Some species are faring worse than others, like the African Grey, the best talker and its modest size has more of an appeal and is fuelling the trade in the decimation of wild grey parrot populations in Africa. The legal and illegal trade in wild-caught greys and habitat loss being the primary factors for the crash in the grey parrot species in Africa.
As a result, in 2016 the African Grey was listed on CITES Appendix I, a designation covering species threatened with extinction. To continue selling birds abroad, breeders must now prove to CITES inspectors that their African greys captive born and not caught in the wild. Most captive-born chicks have a permanent ID ring placed on their legs.
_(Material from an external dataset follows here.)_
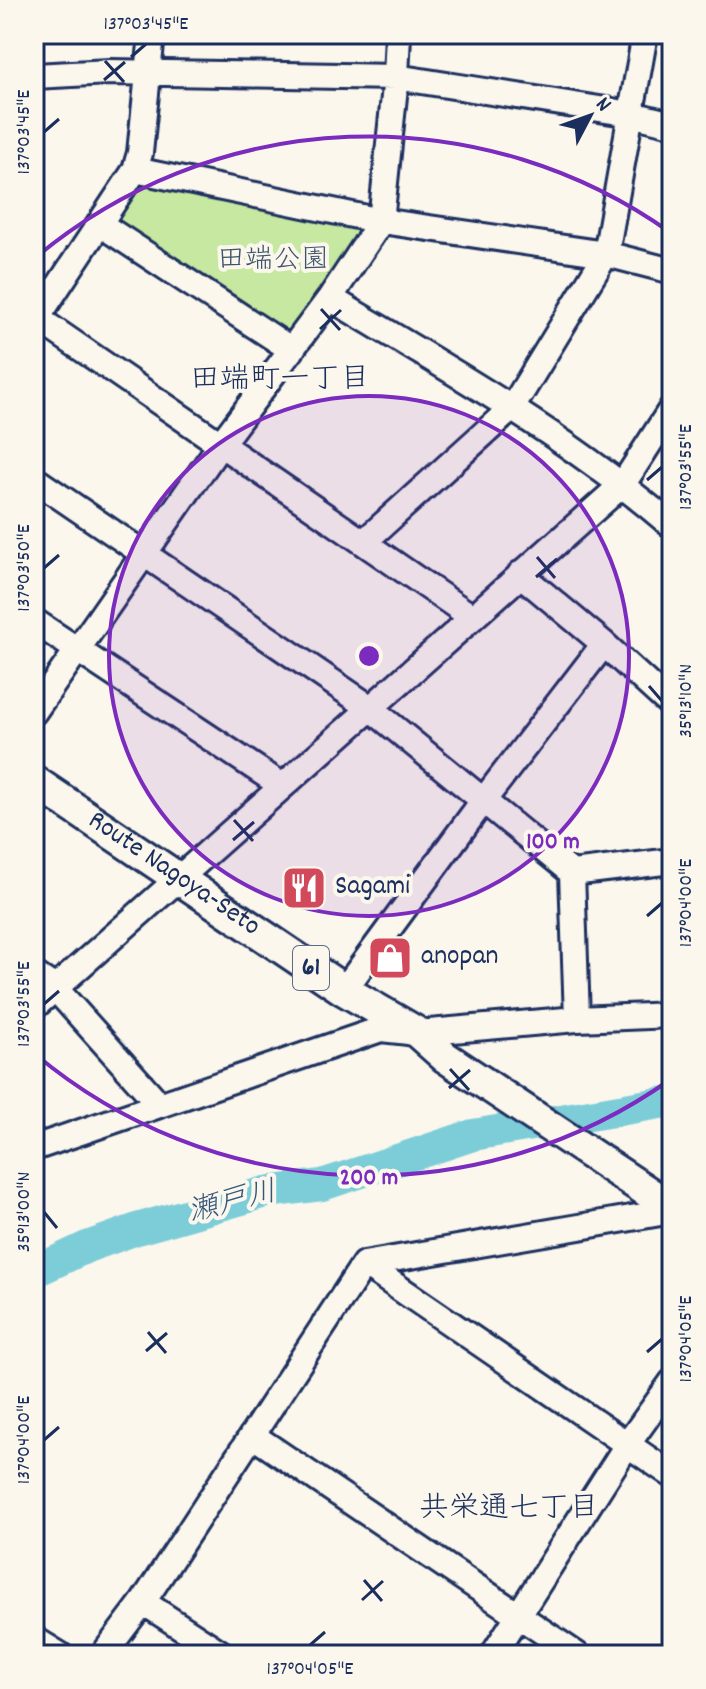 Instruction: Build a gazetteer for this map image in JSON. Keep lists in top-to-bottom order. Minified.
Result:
{"streets":{"main road":["Route Nagoya-Seto","61"]},"districts":["田端町一丁目","共栄通七丁目"],"water":["瀬戸川"],"parks":["田端公園"],"places":{"restaurant":["Sagami"],"shop":["anopan"]},"north":"top right","coordinates":["137°03'45\"E","137°03'55\"E","137°03'50\"E","35°13'10\"N","137°04'00\"E","35°13'00\"N","137°04'05\"E"],"rings":["100 m","200 m"]} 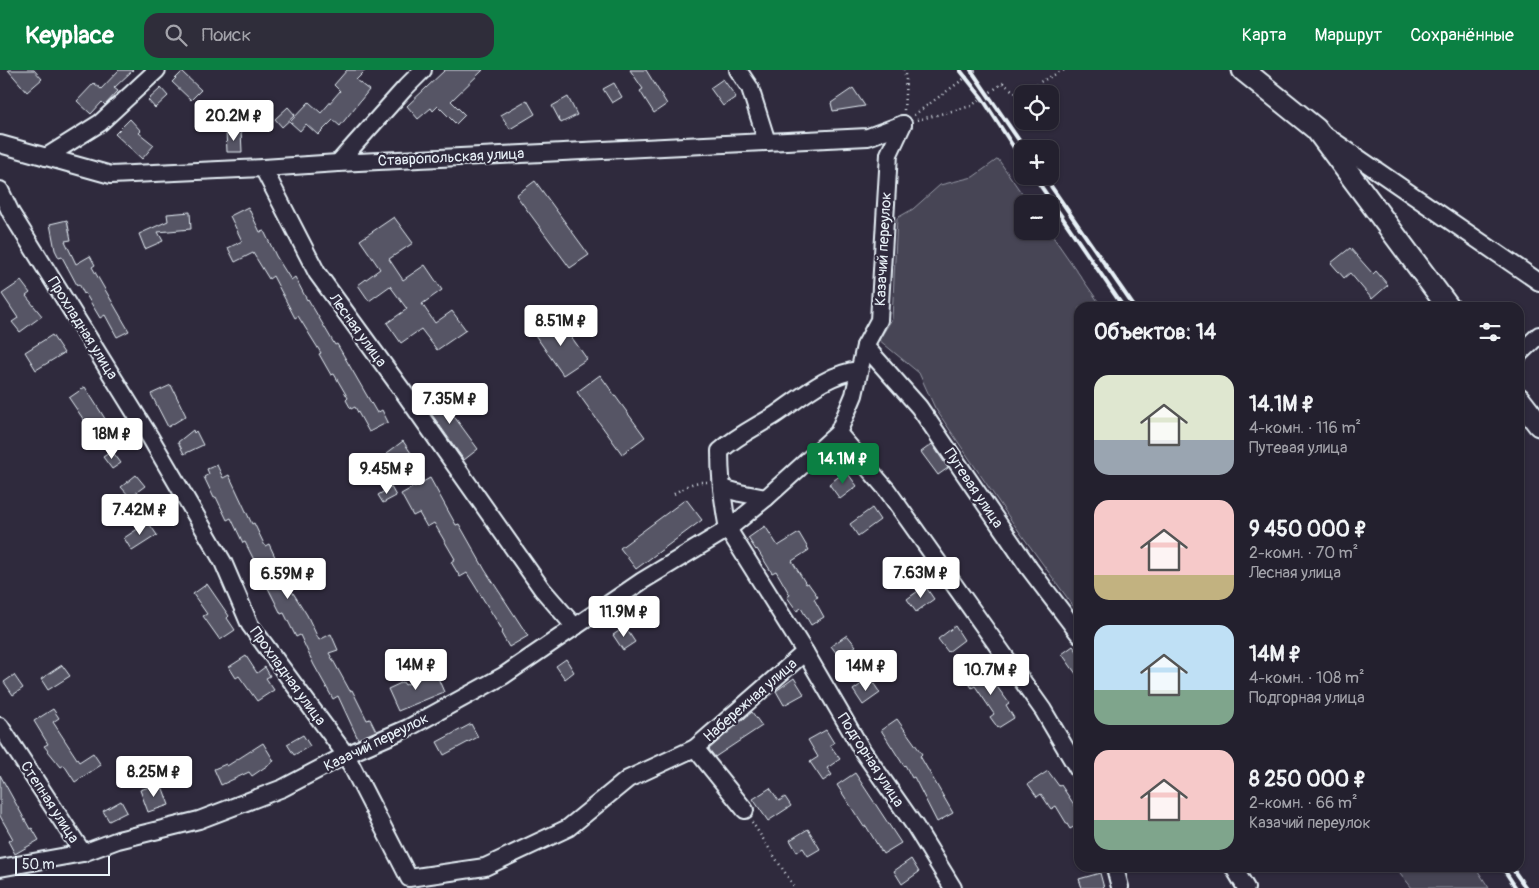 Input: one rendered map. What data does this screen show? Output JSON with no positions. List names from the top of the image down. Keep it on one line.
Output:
{"streets":{"street":["Ставропольская улица","Казачий переулок","Прохладная улица","Лесная улица","Путевая улица","Набережная улица","Подгорная улица","Степная улица"]},"crossings":[["Ставропольская улица","Казачий переулок"],["Ставропольская улица","Лесная улица"],["Казачий переулок","Прохладная улица"],["Казачий переулок","Лесная улица"],["Казачий переулок","Путевая улица"],["Казачий переулок","Подгорная улица"],["Казачий переулок","Степная улица"],["Прохладная улица","Набережная улица"],["Набережная улица","Подгорная улица"]],"scale_bar":"50 m","page":{"header":"Keyplace","search":"Поиск","nav":["Карта","Маршрут","Сохранённые"],"map_buttons":["+","−"],"price":["20.2M ₽","8.51M ₽","7.35M ₽","18M ₽","14.1M ₽","9.45M ₽","7.42M ₽","7.63M ₽","6.59M ₽","11.9M ₽","14M ₽","14M ₽","10.7M ₽","8.25M ₽"],"heading":"Объектов: 14","list":[{"name":"14.1M ₽","note":"4-комн. · 116 m² · Путевая улица"},{"name":"9 450 000 ₽","note":"2-комн. · 70 m² · Лесная улица"},{"name":"14M ₽","note":"4-комн. · 108 m² · Подгорная улица"},{"name":"8 250 000 ₽","note":"2-комн. · 66 m² · Казачий переулок"}],"scale":"50 m"}}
This listing also covers all Grey parrots currently in the British isles, and there is now a requirement for a CITES article 10 paperwork to be with the bird for its life, and it is now illegal to use one commercially without one this includes its sale.
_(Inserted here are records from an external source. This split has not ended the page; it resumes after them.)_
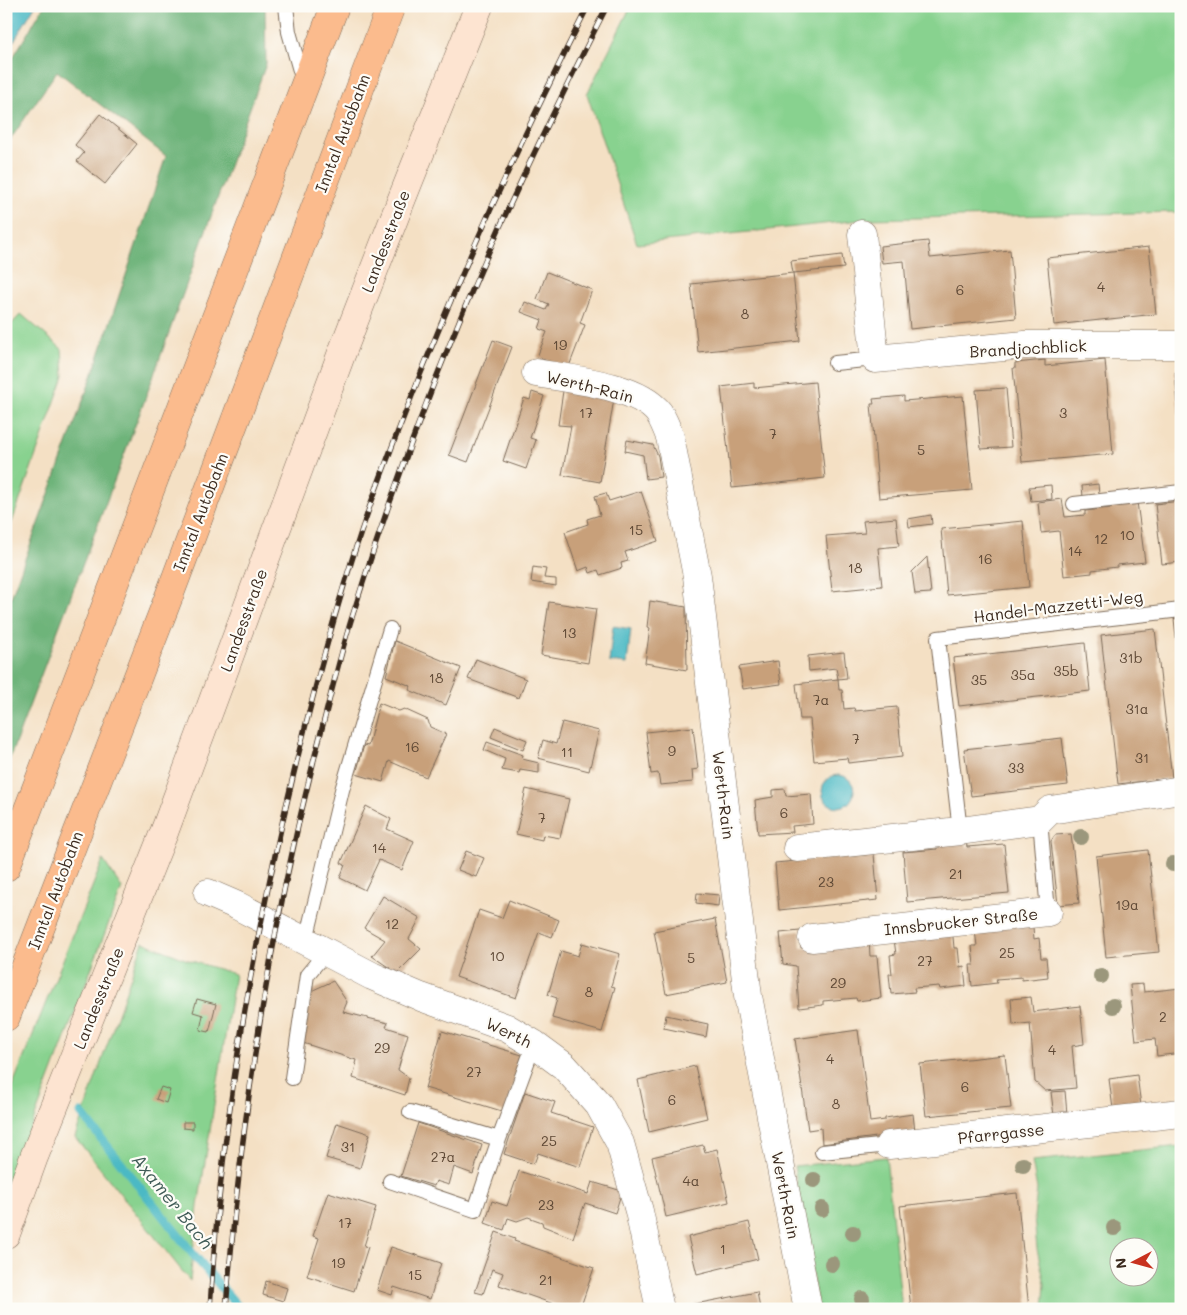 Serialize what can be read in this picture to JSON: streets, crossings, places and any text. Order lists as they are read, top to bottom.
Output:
{
  "streets": {
    "highway": ["Inntal Autobahn"],
    "main road": ["Landesstraße"],
    "street": [
      "Brandjochblick",
      "Werth-Rain",
      "Innsbrucker Straße",
      "Werth",
      "Pfarrgasse"
    ],
    "lane": ["Handel-Mazzetti-Weg"]
  },
  "water": ["Axamer Bach"],
  "house_numbers": [
    "4",
    "6",
    "8",
    "19",
    "17",
    "3",
    "7",
    "5",
    "15",
    "10",
    "12",
    "14",
    "16",
    "18",
    "13",
    "31b",
    "35b",
    "35a",
    "18",
    "35",
    "7a",
    "31a",
    "7",
    "16",
    "9",
    "11",
    "31",
    "33",
    "6",
    "7",
    "14",
    "21",
    "23",
    "19a",
    "12",
    "25",
    "10",
    "5",
    "27",
    "29",
    "8",
    "2",
    "29",
    "4",
    "4",
    "27",
    "6",
    "6",
    "8",
    "25",
    "31",
    "27a",
    "4a",
    "23",
    "17",
    "1",
    "19",
    "15",
    "21"
  ],
  "north": "left"
}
The trade in parrots has also had an environmental impact issue a little closer to home. The ring-neck parakeet has naturalised in the southern regions of England from unintentionally released birds from the pet trade, that are now breeding and growing in numbers and doing well in our climate.
The environmental impact effect of this newcomer is yet to be known, and there could potentially be an ecologically damaging effect on our environment.
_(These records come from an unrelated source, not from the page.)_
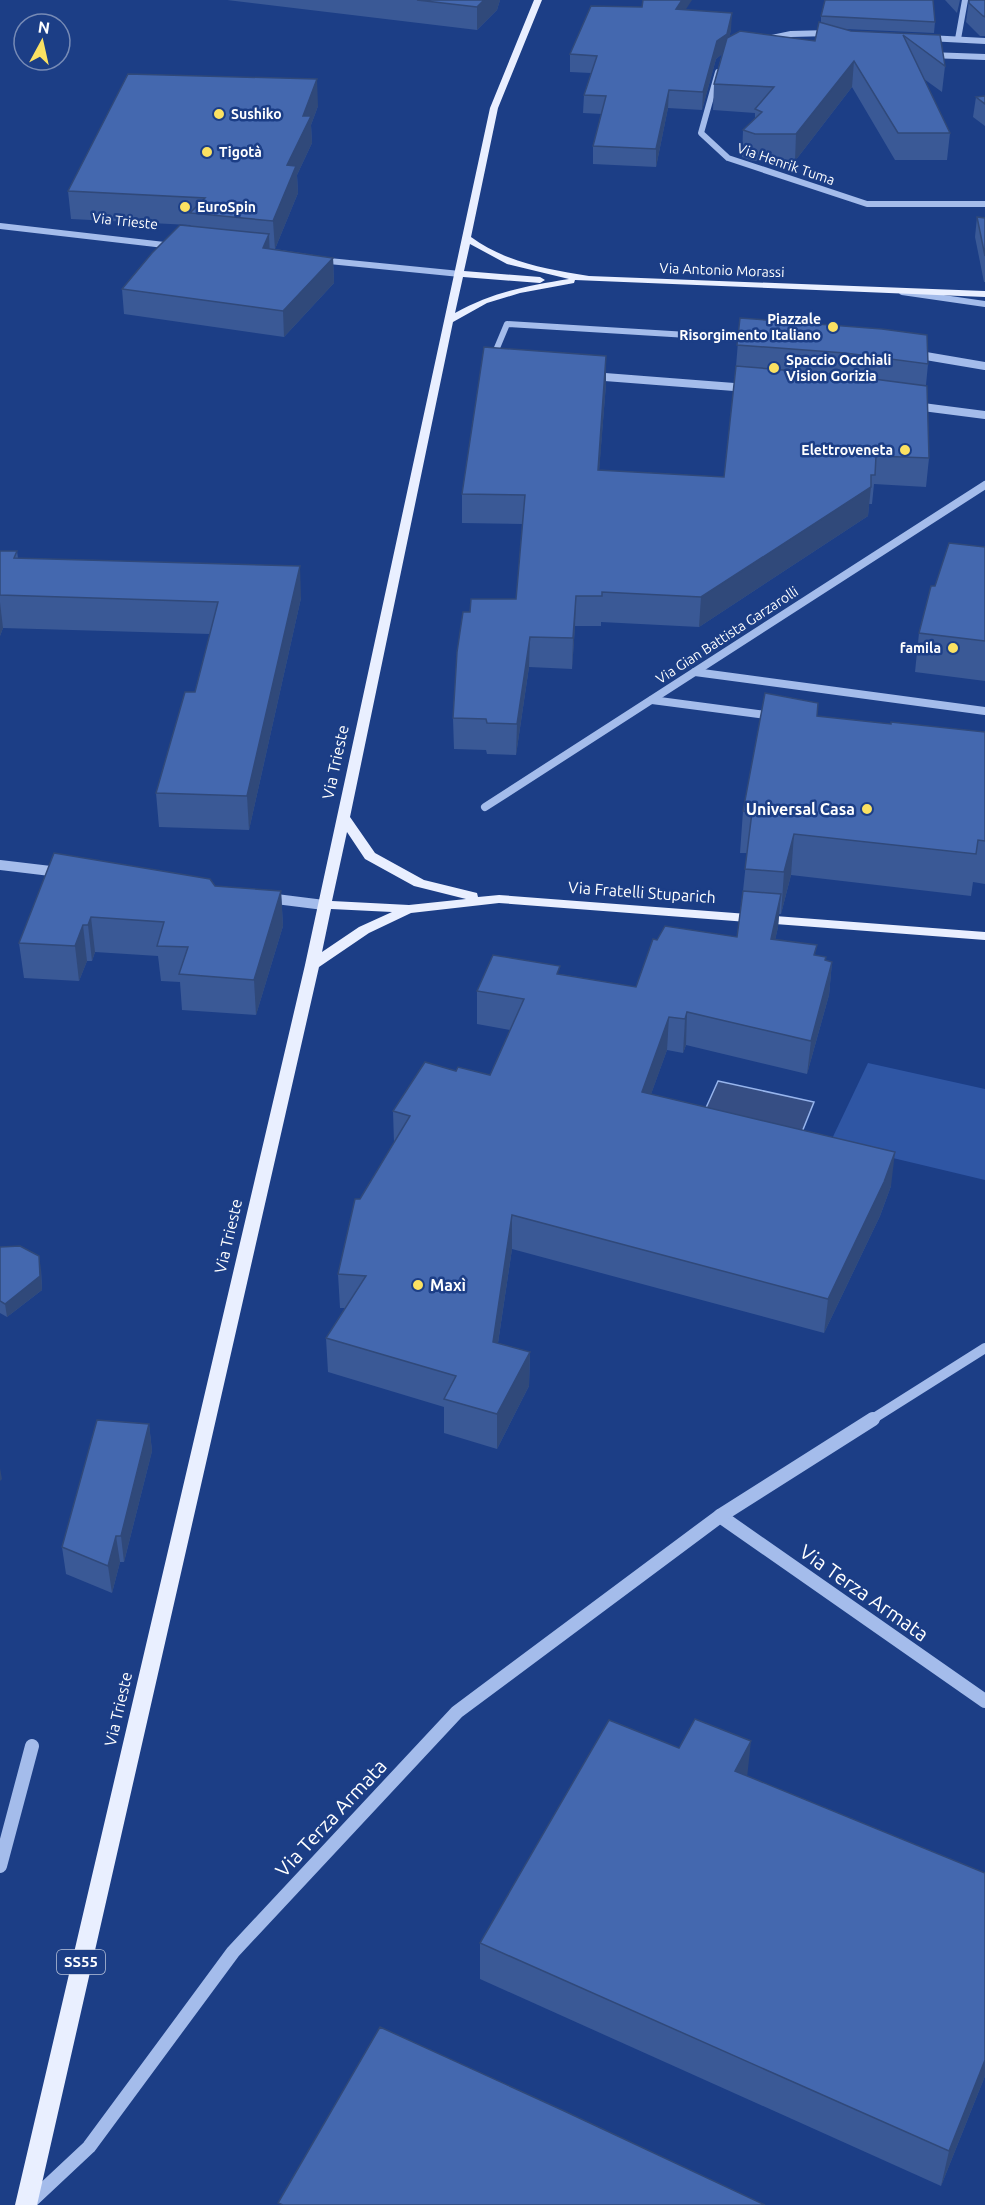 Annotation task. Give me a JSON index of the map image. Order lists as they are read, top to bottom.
{
  "streets": {
    "main road": [
      "Via Trieste",
      "Via Antonio Morassi",
      "Via Fratelli Stuparich",
      "SS55"
    ],
    "street": ["Via Henrik Tuma", "Via Gian Battista Garzarolli", "Via Terza Armata"]
  },
  "crossings": [
    ["Via Trieste", "Via Antonio Morassi"],
    ["Via Trieste", "Via Fratelli Stuparich"],
    ["Via Trieste", "Via Terza Armata"]
  ],
  "places": [
    "Sushiko",
    "Tigotà",
    "EuroSpin",
    "Piazzale Risorgimento Italiano",
    "Spaccio Occhiali Vision Gorizia",
    "Elettroveneta",
    "famila",
    "Universal Casa",
    "Maxì"
  ],
  "north": "top"
}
So you want to buy/adopt a parrot and bring it into your home? Have you thought and researched if a parrot is a right pet for you?
Here are a few things to consider before you go ahead and search for the perfect parrot,
Q1- Is a parrot a good pet for my lifestyle?
A- Parrots are very intelligent, curious and form strong bonds all these traits mean you have one needy bird, it demands your attention constantly.
If you ignore a parrot, i.e. leave a parrot shut up in a cage, and you will store up and experience negative types of behaviour like aggression, self-mutilating/plucking its feathers out or severe destructive behaviour.
So if you spend a lot of time outside the home and have an active outdoor type of lifestyle or its important to you to have a pristinely furnished home.
A parrot isn't for you.
Are you the type of person to get easily bored?
A- Due to the high care needs of a parrot together with the emotional needs parrot ownership puts upon you to show them attention and respect for them to be happy inside and out.
It is a big lifestyle change and commitment, some parrot species are very long lived and can live many decades and will require this care for their whole life.
Q3- Are you house proud?
A- Parrot beaks are perfectly designed to crack seeds and nuts as this makes up some of a parrots diet, the more substantial the bird, the stronger its beak will be and capable of more significant damage if it should decide to chew your furniture.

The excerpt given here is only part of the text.